Those directly responsible for environmental accidents are sometimes exposed – but not so often the funding banks or consortiums. In 2009, Chinese banks made loans worth 9.59 trillion yuan, about US$1.4 trillion. The sector’s total assets leapt from 31.4 trillion yuan (US$4.6 trillion) in 2004 to 84.2 trillion yuan (US$12.3 trillion) in the first quarter of 2010, assets that gave China’s banks the ability to influence the environmental performance of numerous projects and companies.
In July 2007, the government unveiled a “green loans” policy, encouraging environmental lending standards. Since then, China’s environmental NGOs have been actively promoting the implementation of this policy. A number of these groups founded the Green Banking Innovation Prize in 2008, and in April published China’s Banking Sector’s Environmental Record.
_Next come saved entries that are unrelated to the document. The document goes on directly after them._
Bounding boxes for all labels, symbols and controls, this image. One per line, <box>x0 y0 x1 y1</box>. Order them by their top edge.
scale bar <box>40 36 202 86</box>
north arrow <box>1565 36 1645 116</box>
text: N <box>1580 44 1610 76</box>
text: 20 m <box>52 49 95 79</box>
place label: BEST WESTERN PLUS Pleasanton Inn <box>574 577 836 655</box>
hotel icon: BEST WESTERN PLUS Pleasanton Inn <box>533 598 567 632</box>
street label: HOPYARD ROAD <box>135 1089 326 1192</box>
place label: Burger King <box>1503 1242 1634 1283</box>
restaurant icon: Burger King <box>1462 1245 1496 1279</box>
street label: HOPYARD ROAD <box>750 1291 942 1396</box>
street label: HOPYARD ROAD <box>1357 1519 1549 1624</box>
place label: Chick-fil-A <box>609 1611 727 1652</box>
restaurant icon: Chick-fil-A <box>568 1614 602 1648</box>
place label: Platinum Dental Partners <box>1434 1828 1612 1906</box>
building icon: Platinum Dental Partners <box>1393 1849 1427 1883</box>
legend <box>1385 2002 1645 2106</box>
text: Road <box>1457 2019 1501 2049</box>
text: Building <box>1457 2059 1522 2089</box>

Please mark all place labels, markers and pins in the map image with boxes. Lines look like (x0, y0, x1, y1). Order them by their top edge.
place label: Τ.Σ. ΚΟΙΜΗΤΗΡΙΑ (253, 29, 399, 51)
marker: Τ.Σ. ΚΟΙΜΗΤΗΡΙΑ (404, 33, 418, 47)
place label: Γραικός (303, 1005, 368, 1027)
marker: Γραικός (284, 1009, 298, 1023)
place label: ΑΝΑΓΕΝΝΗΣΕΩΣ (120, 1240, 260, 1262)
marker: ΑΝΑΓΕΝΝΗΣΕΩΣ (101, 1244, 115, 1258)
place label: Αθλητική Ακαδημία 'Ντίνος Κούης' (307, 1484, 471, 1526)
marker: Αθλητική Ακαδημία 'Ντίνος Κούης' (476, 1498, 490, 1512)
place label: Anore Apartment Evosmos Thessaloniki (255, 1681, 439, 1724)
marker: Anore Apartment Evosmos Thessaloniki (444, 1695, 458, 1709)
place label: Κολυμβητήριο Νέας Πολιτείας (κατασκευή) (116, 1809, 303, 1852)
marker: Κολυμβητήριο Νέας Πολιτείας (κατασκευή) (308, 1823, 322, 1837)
The work of the Yunnan NGO Green Watershed and eight others, the book focuses on 14 publicly listed Chinese banks and a few foreign ones working in China. This is the first time NGOs have examined the banks’ environmental records.
The book examines eight environmentally controversial projects and businesses that have received funding or investment from major commercial or policy banks. For example, the mining firm Zijin, -- responsible for a copper-tainted waste-water leak in early July -- received money from the Export-Import Bank of China, the Agricultural Bank of China, the Bank of China, the China Construction Bank and the Industrial and Commercial Bank of China.
It also evaluates three foreign commercial banks operating in China: Standard Chartered, HSBC and Citibank. Although these banks are all signatories to the Equator Principles, the book says, they have not revealed how these voluntary principles (for determining, assessing and managing social and environmental risk in project financing) are implemented in China, the number of loans made or any actual case studies. This makes it hard for the Chinese public to monitor them.
Since 2009 the government has clearly required new financing mechanisms and regulations to guide funds towards green industries, and actively promoted “green lending”. This means there will be more work for China’s green NGOs. Also, if environmental groups can -- based on the content of this book -- develop an effective and interactive communication platform with regular updates of the environmental record of the banking sector, it will make for wider and longer-lasting teamwork.
China’s Banking Sector’s Environmental Record
Yu Xiaogang (editor)
Yunnan Science and Technology Press, 2010
-- By Ni Huan
Ni Huan is a project manager for SynTao, a consulting company that focuses on corporate social responsibility and socially responsible investing.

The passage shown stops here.